Projet de centre d'enfouissement de déchets ultimes
Une super décharge dans le Saint-Ponais ?

[ texte précédent ] [ retour au sommaire ] [ texte suivant ]

Des dizaines d'hectares pollués par les sacs plastique des Marseillais
dépêche AFP du 25 novembre 2004

ENTRESSEN (Bouches-du-Rhône)
Une pluie de sacs plastique, emportés par un violent mistral, s'est abattue depuis la mi-novembre sur les champs environnant la décharge à ciel ouvert d'Entressen, provoquant une nouvelle guerre entre les écologistes et la communauté urbaine de Marseille qui exploite le site.

Sur le haut du talus sud de la décharge où s'entassent depuis 90 ans les ordures de Marseille et des communes voisines, le mistral, avec des pointes de 130 km/h, a déchiré les filets de la clôture dite de Grand vent, qui empêchaient les envols de plastique.

La pollution s'étend sur plusieurs dizaines d'hectares.
En contrebas, le long du canal Centre Crau, des dalles de béton portant les piquets qui tendaient d'autres filets de protection, ont été renversées sur des centaines de mètres, laissant s'échapper des myriades de détritus.

A l'extérieur de la décharge, une allée plantée d'arbres
qui devait être majestueuse. Photo Greenpeace
Au pied du talus, des moutons broutent des prés jonchés de sacs plastique. Ceux-ci recouvrent aussi les platanes alentour. Une odeur fade et nauséabonde flotte dans l'air. Dans le canal, parmi les ajoncs, flottent des amas de plastiques de toutes couleurs.

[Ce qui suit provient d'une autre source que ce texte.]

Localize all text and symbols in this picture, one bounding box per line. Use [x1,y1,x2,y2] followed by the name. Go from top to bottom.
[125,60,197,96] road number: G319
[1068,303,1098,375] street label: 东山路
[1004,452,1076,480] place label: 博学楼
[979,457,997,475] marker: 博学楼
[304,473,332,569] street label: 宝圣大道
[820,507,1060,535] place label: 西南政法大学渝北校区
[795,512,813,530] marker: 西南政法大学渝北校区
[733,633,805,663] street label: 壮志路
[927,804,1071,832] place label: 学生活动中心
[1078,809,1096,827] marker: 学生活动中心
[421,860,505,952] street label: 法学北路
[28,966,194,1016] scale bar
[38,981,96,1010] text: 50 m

"C'est hallucinant! Depuis plus de dix jours, rien n'est fait pour nettoyer ces champs. Si la pollution touchait une centaine d'hectares au départ, c'est au moins le double à présent", s'exclame Patrick Cozza, président de l'association Ecolog'Istres.

Interrogé par l'AFP, il souligne qu'un arrêté préfectoral fait obligation à l'exploitant de la décharge, la communauté urbaine Marseille Provence Métropole (MPM), de nettoyer le site et ses abords une fois par mois et après chaque épisode de grand vent.

Le président d'Ecolog'Istres a demandé, dans une lettre au préfet des Bouches-du-Rhône, des mesures d'urgence pour imposer à MPM le ramassage des sacs, sous peine de sanctions financières.

"Il est temps d'enclencher les procédures pénales et administratives qui vous sont dévolues à l'encontre d'un exploitant que l'on peut qualifier de multi-récidiviste afin que cesse cette situation d'impunité", écrit-il.

Quelque 460.000 tonnes d'ordures sont chaque année déversées dans la décharge d'Entressen qui s'étend sur 80 hectares dans la plaine de la Crau, à quelque 70 km de Marseille.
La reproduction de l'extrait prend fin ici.